Compiling the Dirty Dozen is a dirty job because sometimes it involves bashing honest, hard-working bands who never upset anyone (because no-one ever listens to them). Then again, sometimes it involves bashing massively successful bands who make millions of girls greet, so that's virtually a public service. Snow Patrol's Just Say Yes (*) is as blubbery, wet and limp as a dead seal, and Gary Lightbody's pleading to the unfortunate subject of his affections is delivered with all the gusto of someone telling a child their dog died. Mind the Grange Hill cast's advice. Glasgow's Kick To Kill do a pretty good Cure impression for the first 80 seconds of Cut Me (**), but it's downhill from there due to the roughly four thousand repetitions of the shouted vocal hook. Dead Confederate's The Rat (**) is dark and gloomy, only coming to life when someone gets accused of having "stupid human for brains".

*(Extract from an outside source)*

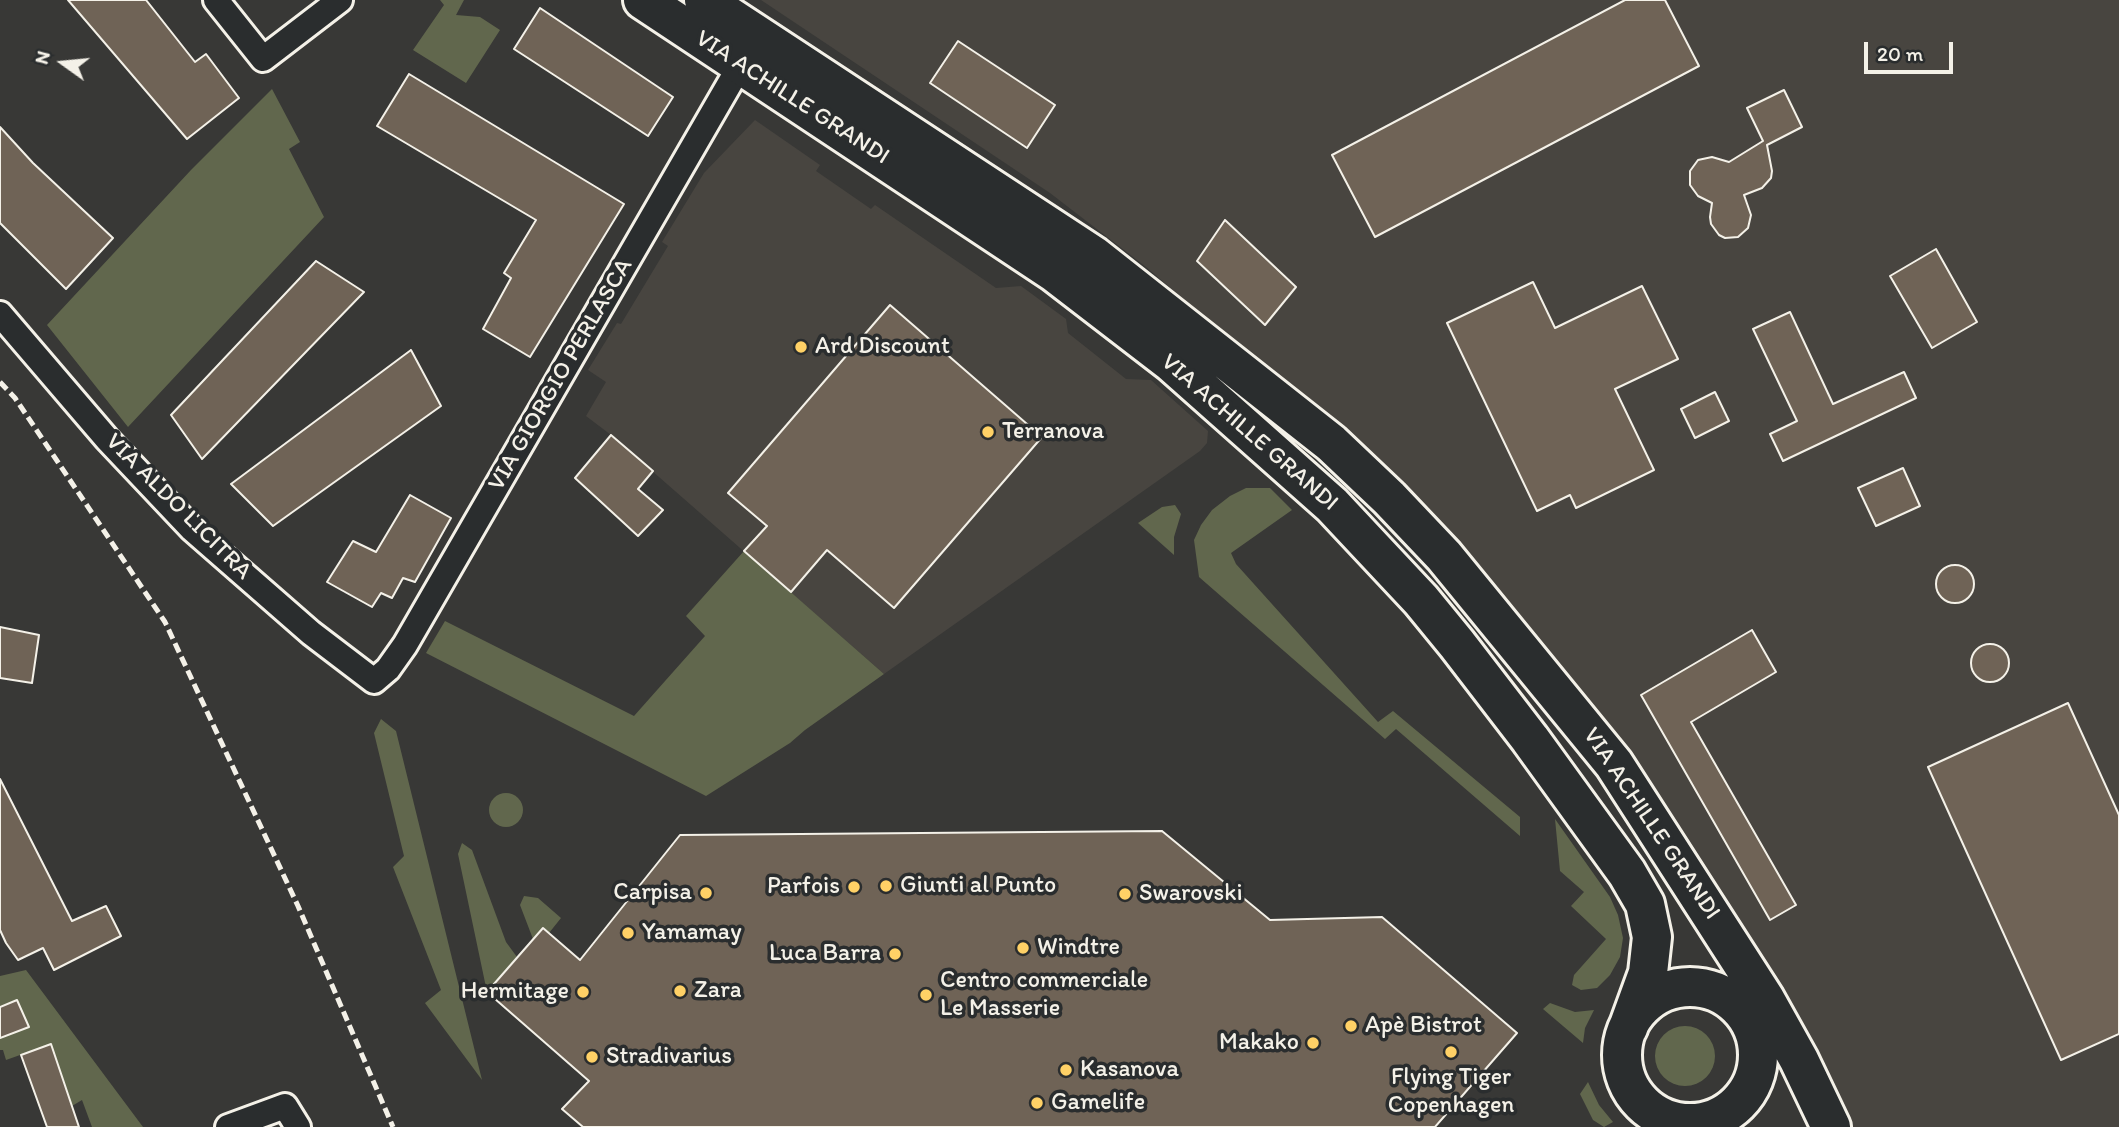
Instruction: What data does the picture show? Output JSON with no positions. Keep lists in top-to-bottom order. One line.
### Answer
{"streets":{"main road":["VIA ACHILLE GRANDI"],"street":["VIA GIORGIO PERLASCA","VIA ALDO LICITRA"]},"crossings":[["VIA ACHILLE GRANDI","VIA GIORGIO PERLASCA"],["VIA GIORGIO PERLASCA","VIA ALDO LICITRA"]],"places":["Ard Discount","Terranova","Giunti al Punto","Parfois","Carpisa","Swarovski","Yamamay","Windtre","Luca Barra","Zara","Hermitage","Centro commerciale Le Masserie","Apè Bistrot","Makako","Flying Tiger Copenhagen","Stradivarius","Kasanova","Gamelife"],"scale_bar":"20 m","north":"left"}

Eh? Local rockers Satellite Underground are already imagining a successful future, where they'll regularly be gigging in front of a Sea Of People (**). But you cannae pair "at least we're together" with "this time it's forever" without causing a wave of groans. Water And A Flame (**) is an over-polished melodramatic ballad, duetted between Daniel Merriweather and Adele. Ewwww! Meanwhile, 39-year old Rivers Cuomo is still writing songs about high school romances. Wheatus – sorry, I mean Weezer's (If You're Wondering If I Want You To) I Want You To (***) is ridiculous, but also kinda cute.

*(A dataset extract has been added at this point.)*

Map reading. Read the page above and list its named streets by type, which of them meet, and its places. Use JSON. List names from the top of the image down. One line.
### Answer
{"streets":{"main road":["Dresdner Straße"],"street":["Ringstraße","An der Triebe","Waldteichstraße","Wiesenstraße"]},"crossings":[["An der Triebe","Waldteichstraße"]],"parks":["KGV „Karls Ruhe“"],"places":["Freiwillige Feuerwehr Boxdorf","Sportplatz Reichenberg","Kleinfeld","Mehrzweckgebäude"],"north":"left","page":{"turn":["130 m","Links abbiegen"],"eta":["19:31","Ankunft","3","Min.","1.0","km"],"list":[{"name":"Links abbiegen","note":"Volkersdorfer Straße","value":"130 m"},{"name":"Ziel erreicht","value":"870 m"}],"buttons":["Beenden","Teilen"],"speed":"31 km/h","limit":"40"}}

The Horrors' Whole New Way (***) is a strange choice for a single, a bonus track on the Japanese edition of their excellent recent Krautrock-inspired LP Primary Colours, it's no standout in that context. Passion Pit's full-length is a little tough to get through, because their rainbow-brite exuberance quickly gets annoying. But on its own, you'd need a heart of stone to deny Little Secrets' (****) earnest effervescence. If songs were judged by verses, few would appreciate The Cheek's Hung Up (****). But its brilliant stomping horn-led chorus more than makes up for the flatness elsewhere. John Peel woulda loved it.

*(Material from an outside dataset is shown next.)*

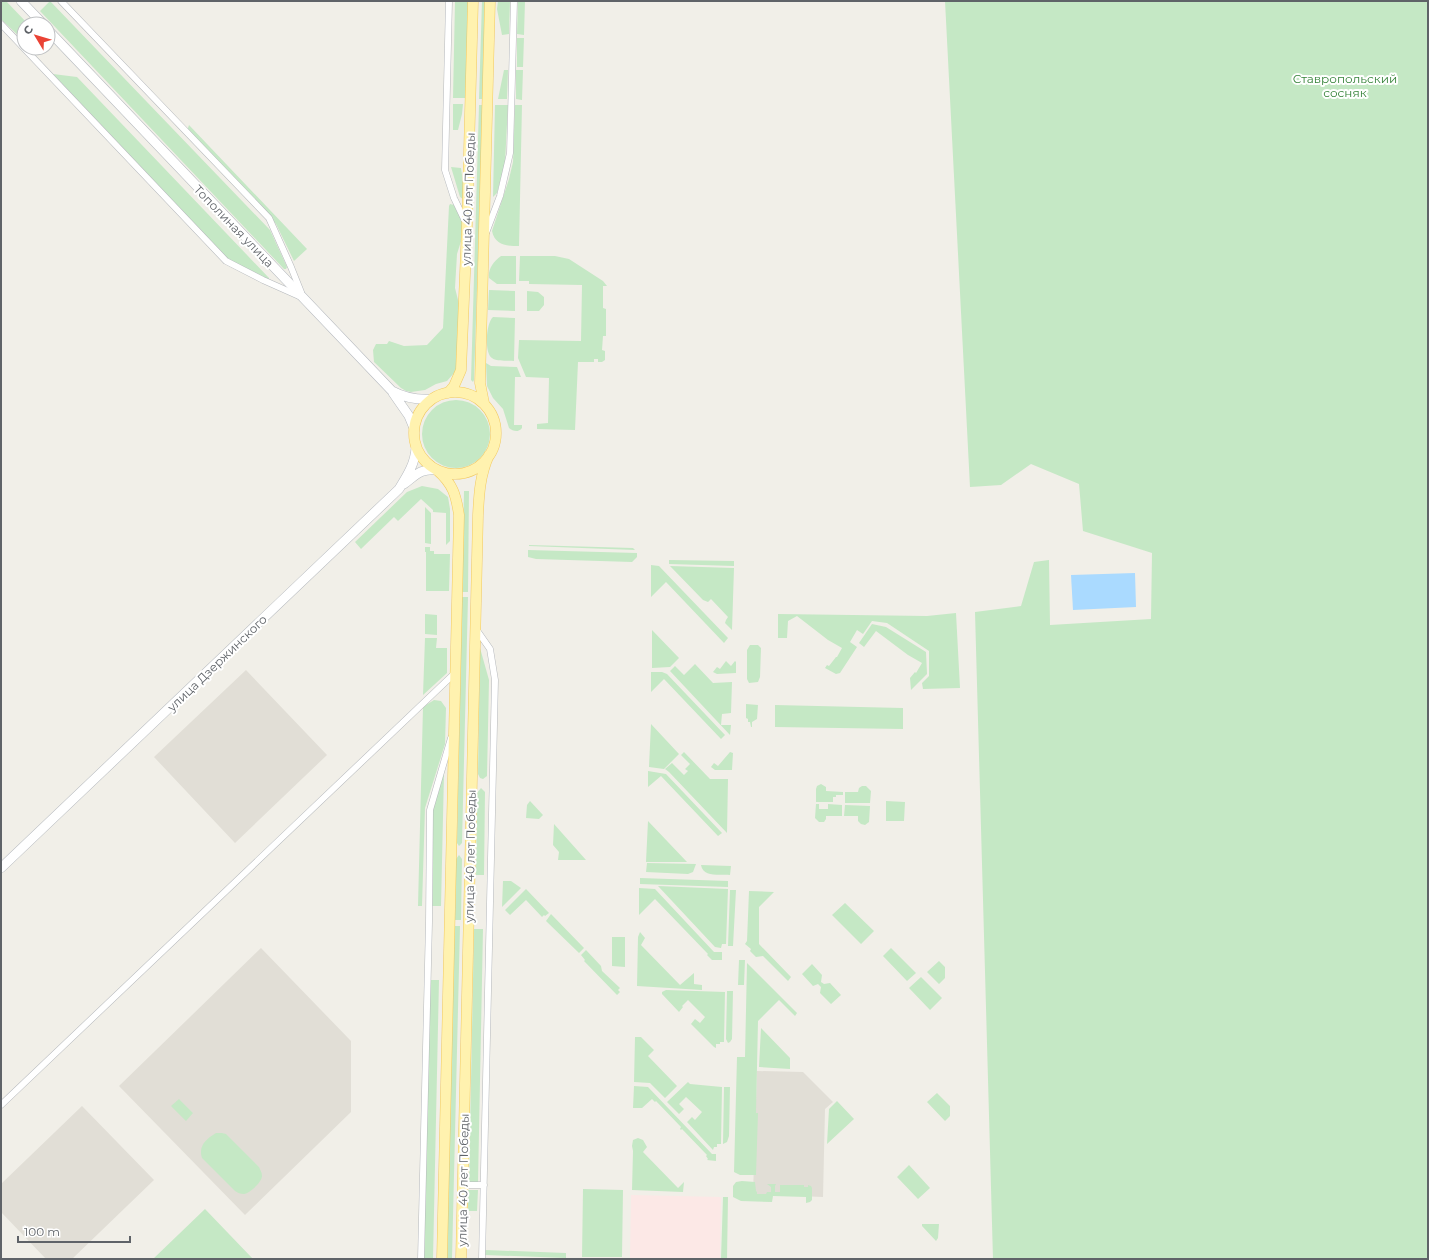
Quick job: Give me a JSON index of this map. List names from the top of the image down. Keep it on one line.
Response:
{"streets":{"main road":["улица 40 лет Победы","Тополиная улица","улица Дзержинского"]},"crossings":[["улица 40 лет Победы","Тополиная улица"],["улица 40 лет Победы","улица Дзержинского"],["Тополиная улица","улица Дзержинского"]],"parks":["Ставропольский сосняк"],"scale_bar":"100 m","north":"top left"}
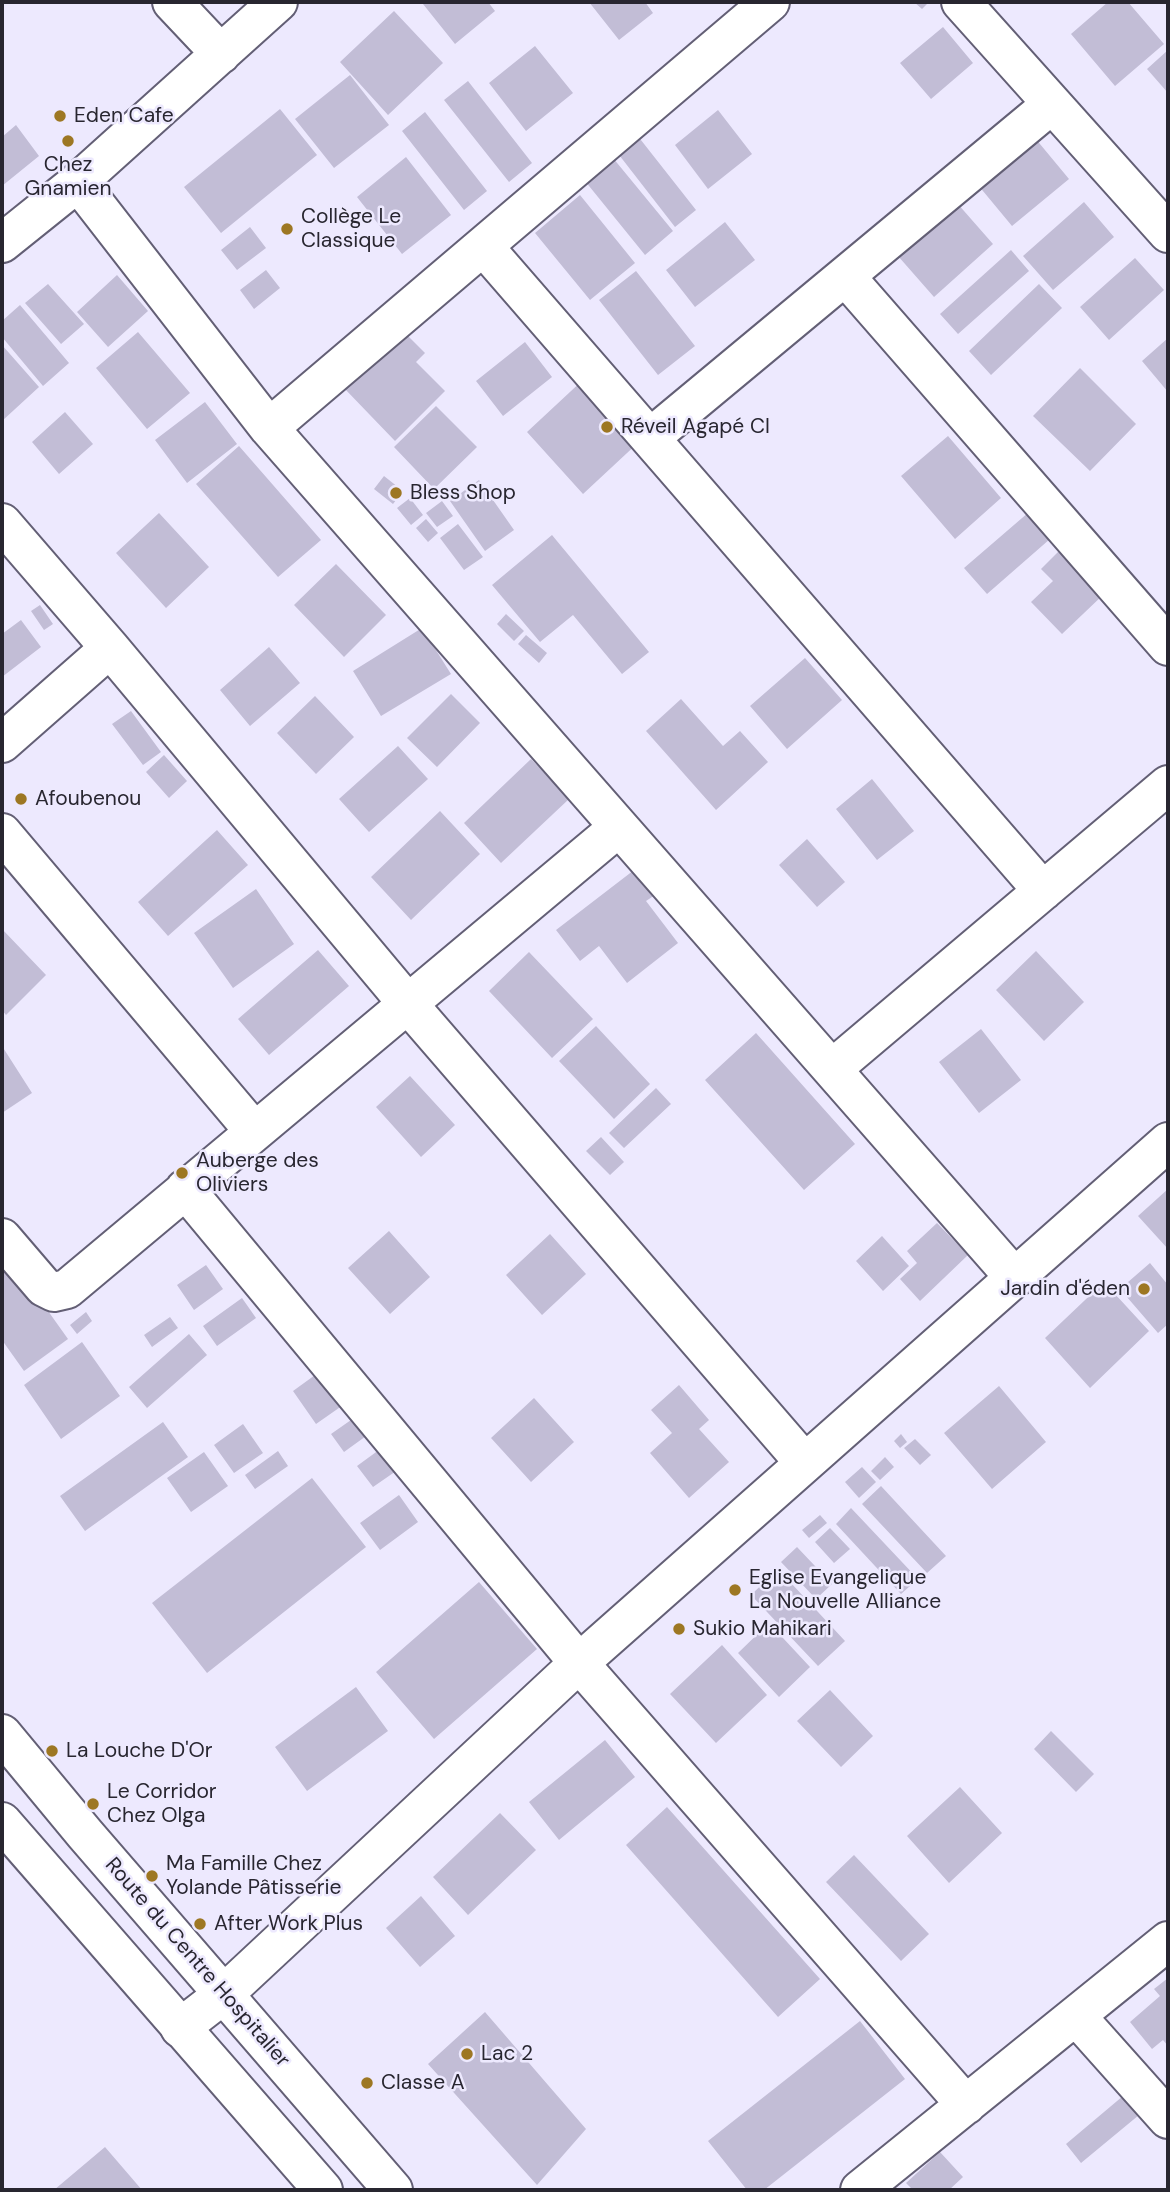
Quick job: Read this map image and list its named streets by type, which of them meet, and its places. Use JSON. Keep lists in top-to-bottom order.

Of all the Kate-Bush inspired femmes breaking this year, Mowgli's Road (****) marks Marina and The Diamonds out as the weirdest. Marina is so kooky, she cuckoos. Either a genius or a quack, we'll lean towards the former. Alex Turner is in typically graceful storytelling form on the Arctic Monkeys' Cornerstone (****). It's a perfectly measured slow pine for a lost love, but it just misses out on Single of the Month because Turner tries the most dubious rhyme of "ghost" with "toast" since Des'ree. Thin margins. Instead, the honours go to The Dead Weather's unique and baffling I Cut Like A Buffalo. Set to a reggae syncopation, singer Jack White riffs on a confusion between "choke" and "joke". "Is that you chokin'?" he hectors, "Or are you just jokin'?" It's not very funny, but when he makes a rhythmic choking sound over the breaks it sounds equally like a large animal suffocating, or a DJ scratching. Is that what "cut like a buffalo" means? No idea, but it's wonderfully eccentric.